Telles des ampoules grillées

Toute histoire commence un jour, quelque part et peut marquer indélébilement tout un être, toute une génération, toute une vie. Pour les uns, au cours de leur existence, de belles histoires s'alternent avec des mauvaises tandis que pour d'autres, il n'y a jamais eu de belles histoires depuis leur naissance. Telles des ampoules grillées, ainsi est leur vie.Michael était de ceux-là. Le bonheur avait toujours une longueur d'avance sur lui. On dirait que les intenses douleurs de la vie lui étaient exclusivement réservées.
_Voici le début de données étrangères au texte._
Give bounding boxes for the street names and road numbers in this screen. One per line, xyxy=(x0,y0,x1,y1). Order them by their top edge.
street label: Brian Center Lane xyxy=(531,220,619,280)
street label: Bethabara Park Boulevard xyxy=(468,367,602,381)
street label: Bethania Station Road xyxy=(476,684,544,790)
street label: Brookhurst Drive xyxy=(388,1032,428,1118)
Destin ou malédiction?Nul ne le sait.
Cependant, il ne se laissait jamais abattre par les événements de la vie. Orphelin de père et de mère puis veuf, Michael sait plus que quiconque que la vie est pleine d'écueils, de méchancetés et de souffrance.
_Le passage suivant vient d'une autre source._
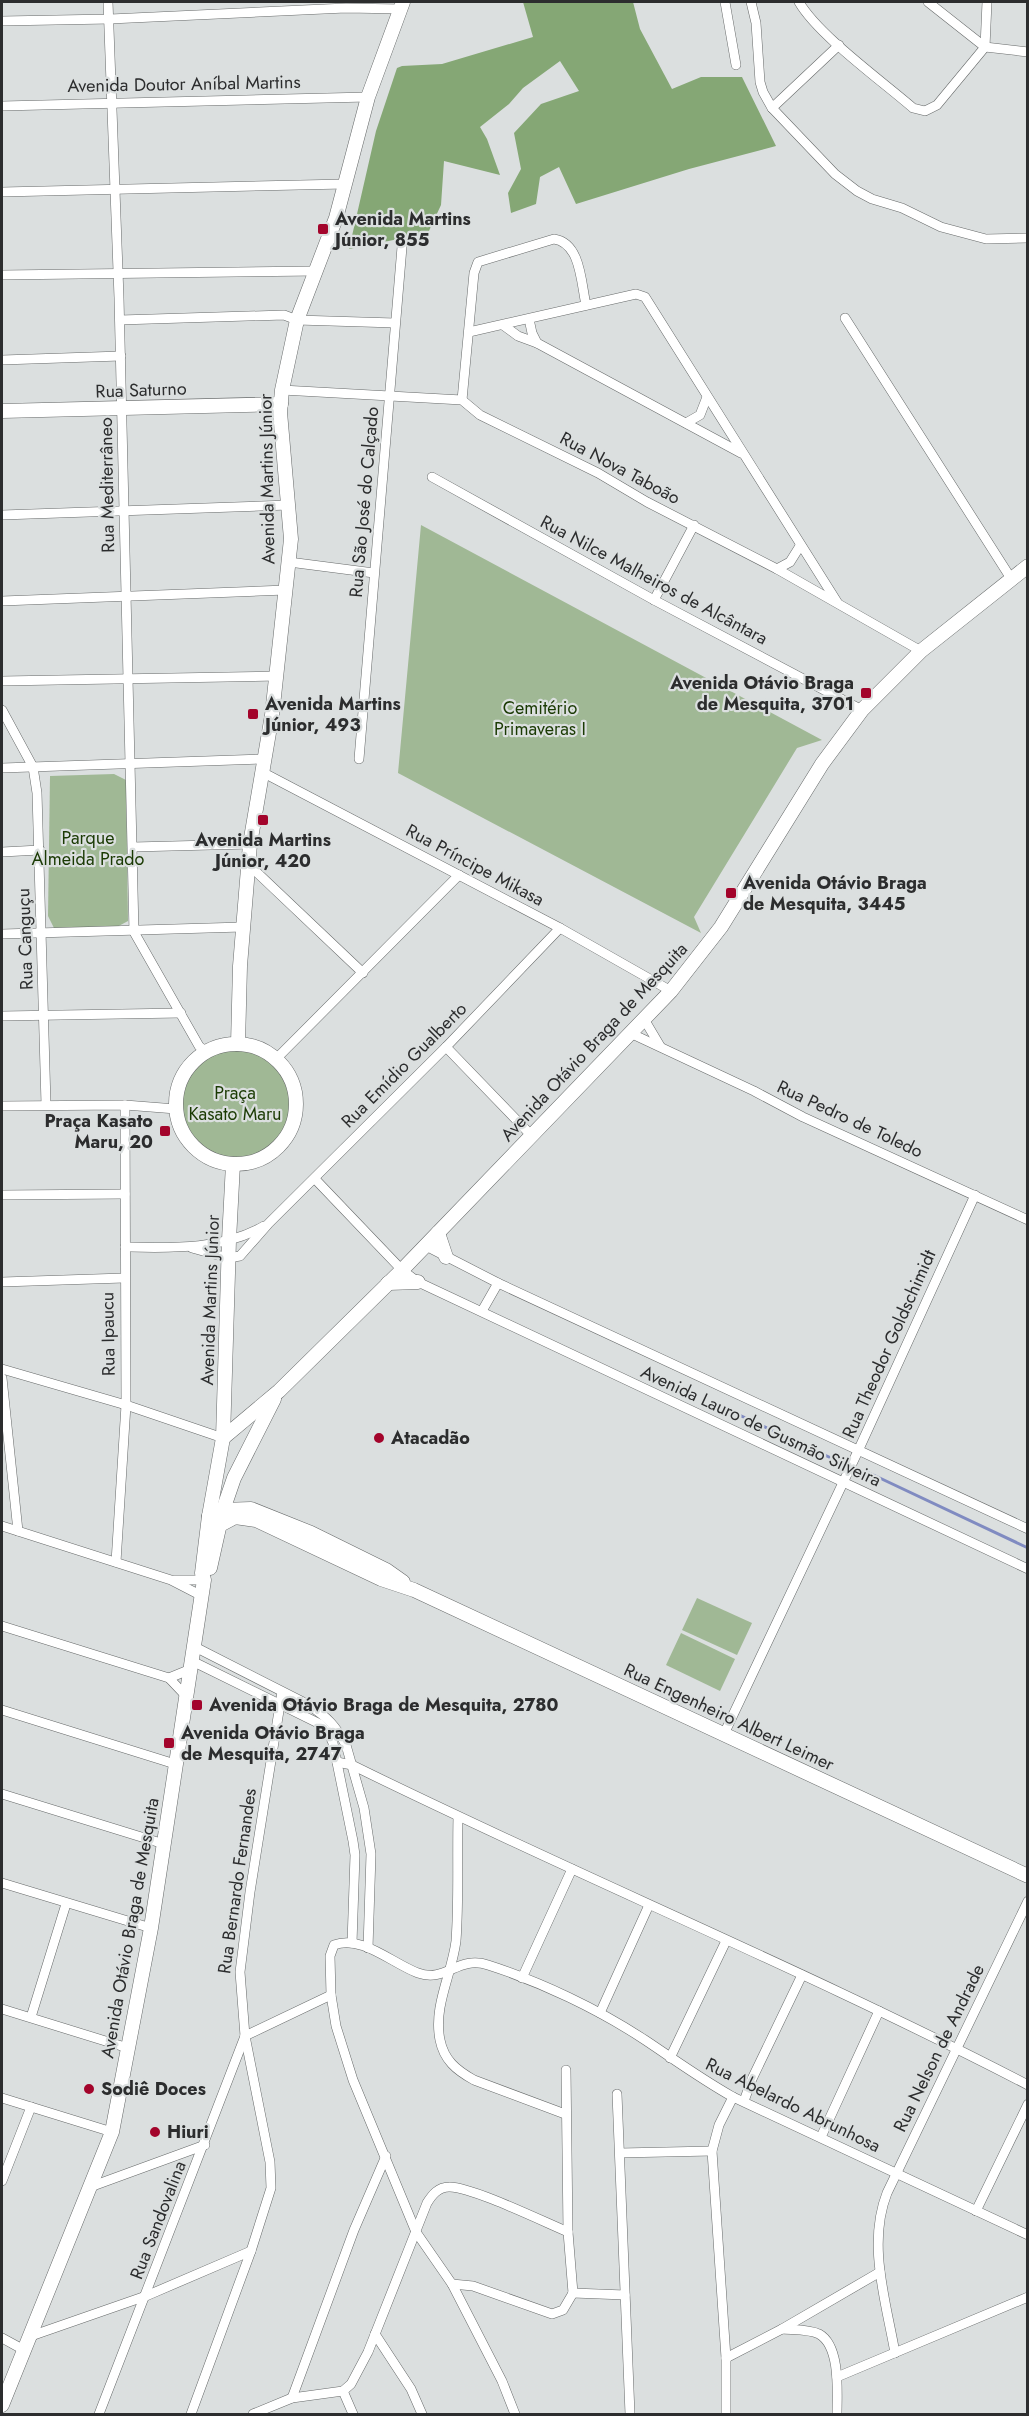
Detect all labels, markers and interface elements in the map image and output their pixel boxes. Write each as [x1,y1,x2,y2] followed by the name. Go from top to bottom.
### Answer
[67,69,301,99] street label: Avenida Doutor Aníbal Martins
[332,206,471,253] place label: Avenida Martins Júnior, 855
[316,222,330,236] marker: Avenida Martins Júnior, 855
[95,375,187,405] street label: Rua Saturno
[252,393,281,565] street label: Avenida Martins Júnior
[343,405,385,598] street label: Rua São José do Calçado
[93,417,121,553] street label: Rua Mediterrâneo
[555,425,685,511] street label: Rua Nova Taboão
[536,509,772,651] street label: Rua Nilce Malheiros de Alcântara
[669,670,854,717] place label: Avenida Otávio Braga de Mesquita, 3701
[859,686,873,700] marker: Avenida Otávio Braga de Mesquita, 3701
[262,691,401,738] place label: Avenida Martins Júnior, 493
[494,695,586,742] park label: Cemitério Primaveras I
[246,707,260,721] marker: Avenida Martins Júnior, 493
[256,813,270,827] marker: Avenida Martins Júnior, 420
[401,818,549,912] street label: Rua Príncipe Mikasa
[32,825,145,872] park label: Parque Almeida Prado
[194,827,331,874] place label: Avenida Martins Júnior, 420
[742,870,927,917] place label: Avenida Otávio Braga de Mesquita, 3445
[724,886,738,900] marker: Avenida Otávio Braga de Mesquita, 3445
[10,888,40,990] street label: Rua Canguçu
[494,937,694,1147] street label: Avenida Otávio Braga de Mesquita
[335,996,473,1134] street label: Rua Emídio Gualberto
[773,1074,927,1164] street label: Rua Pedro de Toledo
[188,1080,282,1127] park label: Praça Kasato Maru
[45,1108,153,1155] place label: Praça Kasato Maru, 20
[158,1124,172,1138] marker: Praça Kasato Maru, 20
[194,1213,226,1386] street label: Avenida Martins Júnior
[836,1245,943,1442] street label: Rua Theodor Goldschimidt
[94,1292,122,1376] street label: Rua Ipaucu
[637,1359,885,1493] street label: Avenida Lauro de Gusmão Silveira
[390,1425,470,1451] place label: Atacadão
[372,1431,386,1445] marker: Atacadão
[620,1657,839,1778] street label: Rua Engenheiro Albert Leimer
[208,1692,559,1718] place label: Avenida Otávio Braga de Mesquita, 2780
[190,1698,204,1712] marker: Avenida Otávio Braga de Mesquita, 2780
[180,1720,365,1767] place label: Avenida Otávio Braga de Mesquita, 2747
[162,1736,176,1750] marker: Avenida Otávio Braga de Mesquita, 2747
[211,1787,263,1975] street label: Rua Bernardo Fernandes
[94,1796,166,2060] street label: Avenida Otávio Braga de Mesquita
[887,1960,991,2136] street label: Rua Nelson de Andrade
[701,2051,885,2159] street label: Rua Abelardo Abrunhosa
[101,2076,206,2102] place label: Sodiê Doces
[82,2082,96,2096] marker: Sodiê Doces
[167,2119,209,2145] place label: Hiuri
[148,2125,162,2139] marker: Hiuri
[123,2157,193,2283] street label: Rua Sandovalina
Malgré les circonstances douloureuses qu'il traverse, il était heureux. Sa seule source de bonheur était Sandrine, la fille que Dieu lui donna en échange de Gloria, sa femme. Cette dernière est décédée le même jour qu'elle mettait au monde Sandrine. Une vie en échange d'une autre,disait Michael lors des obsèques de sa charmante épouse.
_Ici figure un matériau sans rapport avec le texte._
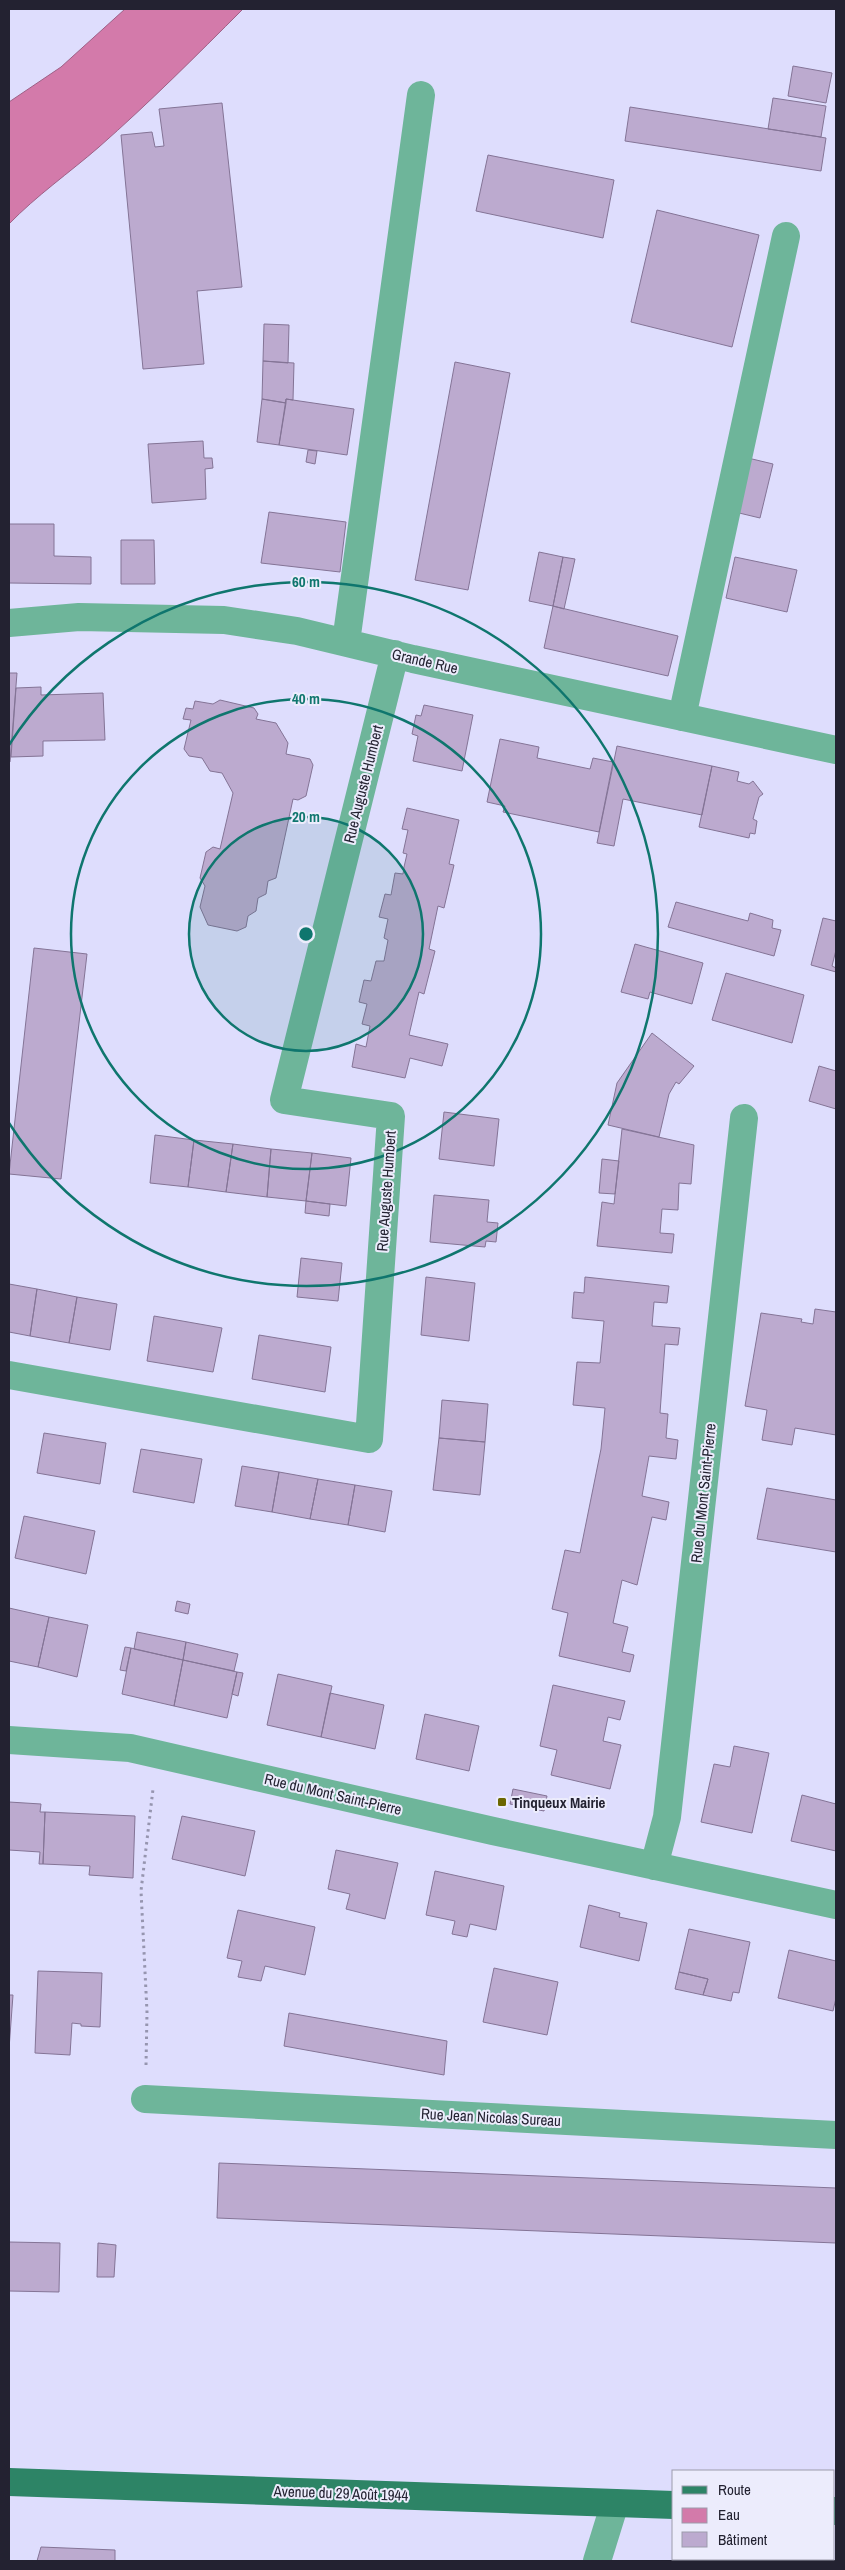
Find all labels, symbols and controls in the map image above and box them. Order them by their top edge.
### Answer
text: 60 m [292,571,320,592]
street label: Grande Rue [390,643,460,679]
text: 40 m [292,688,320,709]
street label: Rue Auguste Humbert [338,722,388,845]
text: 20 m [292,806,320,827]
centre of rings [297,925,315,943]
street label: Rue Auguste Humbert [371,1129,401,1252]
street label: Rue du Mont Saint-Pierre [685,1422,721,1564]
street label: Rue du Mont Saint-Pierre [262,1768,404,1820]
place label: Tinqueux Mairie [512,1792,606,1813]
marker: Tinqueux Mairie [496,1796,508,1808]
street label: Rue Jean Nicolas Sureau [420,2103,562,2131]
legend [672,2470,835,2560]
text: Route [718,2479,751,2500]
street label: Avenue du 29 Août 1944 [272,2480,409,2506]
text: Eau [718,2504,740,2525]
text: Bâtiment [718,2529,768,2550]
Depuis ce jour,Michael n'a d'yeux que pour sa fille. À cause d'elle, il peut déplacer,à lui seul,le mont Kilimandjaro ou même traverser,à pieds,la mer Rouge.
Mais il y a des jours où des événements surgissent et font basculer toute une existence,des jours où l'homme,face à une situation,sent son âme se séparer de son corps bien qu'étant encore vivant. Michael se trouve, malheureusement,confronté à cette situation.
Lundi matin, précisément à huit heures,sous un léger vent qui soufflait, Michael n'a pu empêcher des gouttes de larmes tièdes deferlées de sa joue émaciée. Depuis trois jours, il est assis là, sous ce grand arbre feuillus planté au milieu de la cour de l'hôpital,pensif, la tête tantôt prise entre deux mains, tantôt posée sur les avant-bras repliés, entrain de regarder,d'un air pitoyable, l'individu qui sanglotait sur une natte,devant lui. Trois jours, sans fermer les yeux et le jour et la nuit, pour veiller de près sur cet être tant aimé, qui gît devant lui. Que faire lorsque les amis et les frères ne t'assistent pas quand tu as le plus besoin d'eux? Que faire lorsque les médecins, qui sont censés sauver des vies se résignent d'accomplir leur devoir parce qu'il faut d'abord que les malades payent l'intégralité des soins? Michael se creuse le cerveau pour trouver une solution. Rien du tout. Lorsqu'il leva la tête, il aperçut un médecin en pleine discussion avec des infirmiers. Il se leva, précipita ses pas avec la dernière énergie du désespoir et rejoignit le groupe.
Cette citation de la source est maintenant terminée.